Stored items:
# # # # #

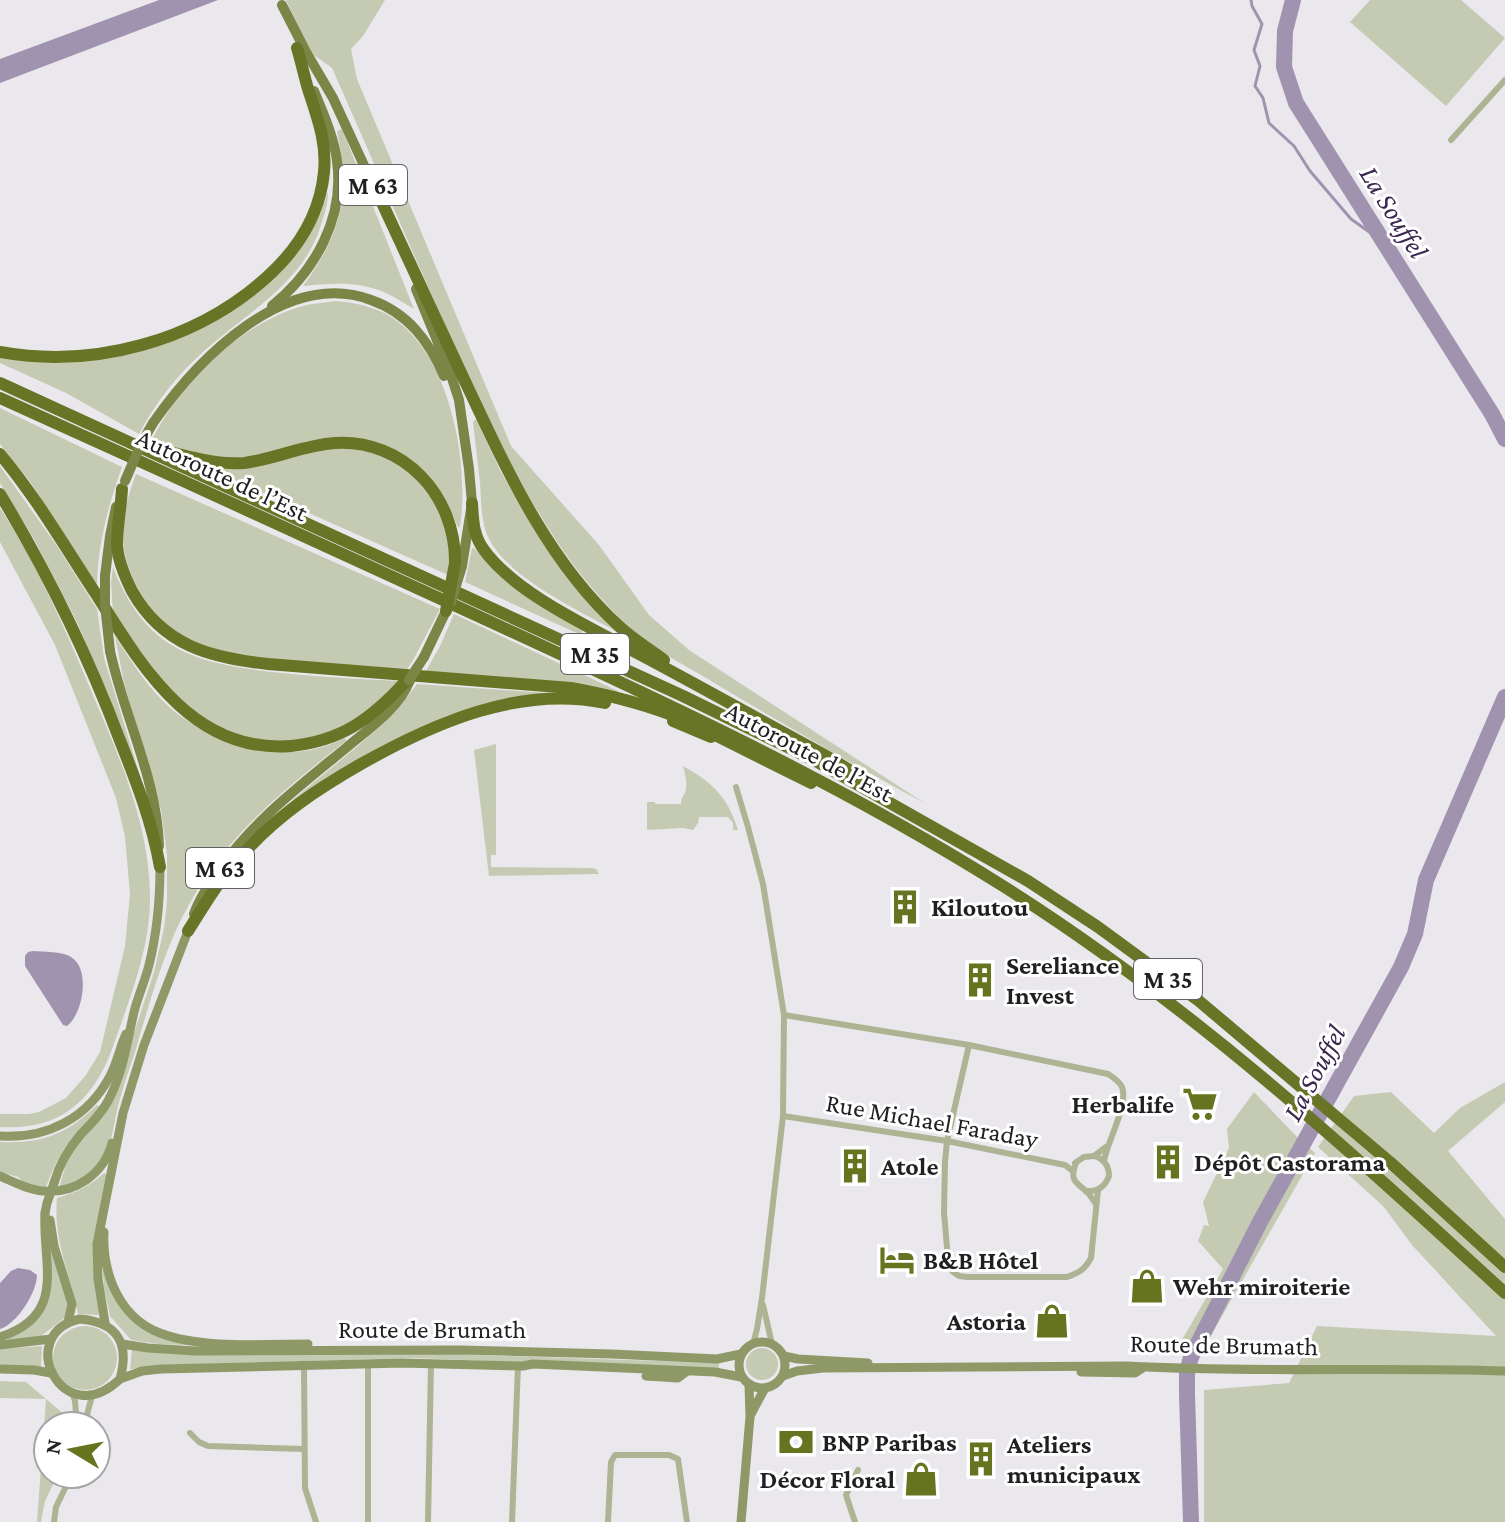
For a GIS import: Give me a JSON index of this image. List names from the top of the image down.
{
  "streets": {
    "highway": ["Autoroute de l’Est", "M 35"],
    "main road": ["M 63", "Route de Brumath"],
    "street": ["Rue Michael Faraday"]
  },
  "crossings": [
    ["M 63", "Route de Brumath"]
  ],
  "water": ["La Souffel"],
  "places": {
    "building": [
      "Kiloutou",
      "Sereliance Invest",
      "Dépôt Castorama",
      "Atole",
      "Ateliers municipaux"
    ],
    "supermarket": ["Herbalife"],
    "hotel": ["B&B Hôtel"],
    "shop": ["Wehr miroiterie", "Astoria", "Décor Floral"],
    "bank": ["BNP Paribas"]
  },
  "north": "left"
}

# # # # #

→ **Exercise**
An exact restatement of every record is required. Omit the images.

→ **Task solution**
For a GIS import: Give me a JSON index of this image. List names from the top of the image down.
{
  "streets": {
    "highway": ["Autoroute de l’Est", "M 35"],
    "main road": ["M 63", "Route de Brumath"],
    "street": ["Rue Michael Faraday"]
  },
  "crossings": [
    ["M 63", "Route de Brumath"]
  ],
  "water": ["La Souffel"],
  "places": {
    "building": [
      "Kiloutou",
      "Sereliance Invest",
      "Dépôt Castorama",
      "Atole",
      "Ateliers municipaux"
    ],
    "supermarket": ["Herbalife"],
    "hotel": ["B&B Hôtel"],
    "shop": ["Wehr miroiterie", "Astoria", "Décor Floral"],
    "bank": ["BNP Paribas"]
  },
  "north": "left"
}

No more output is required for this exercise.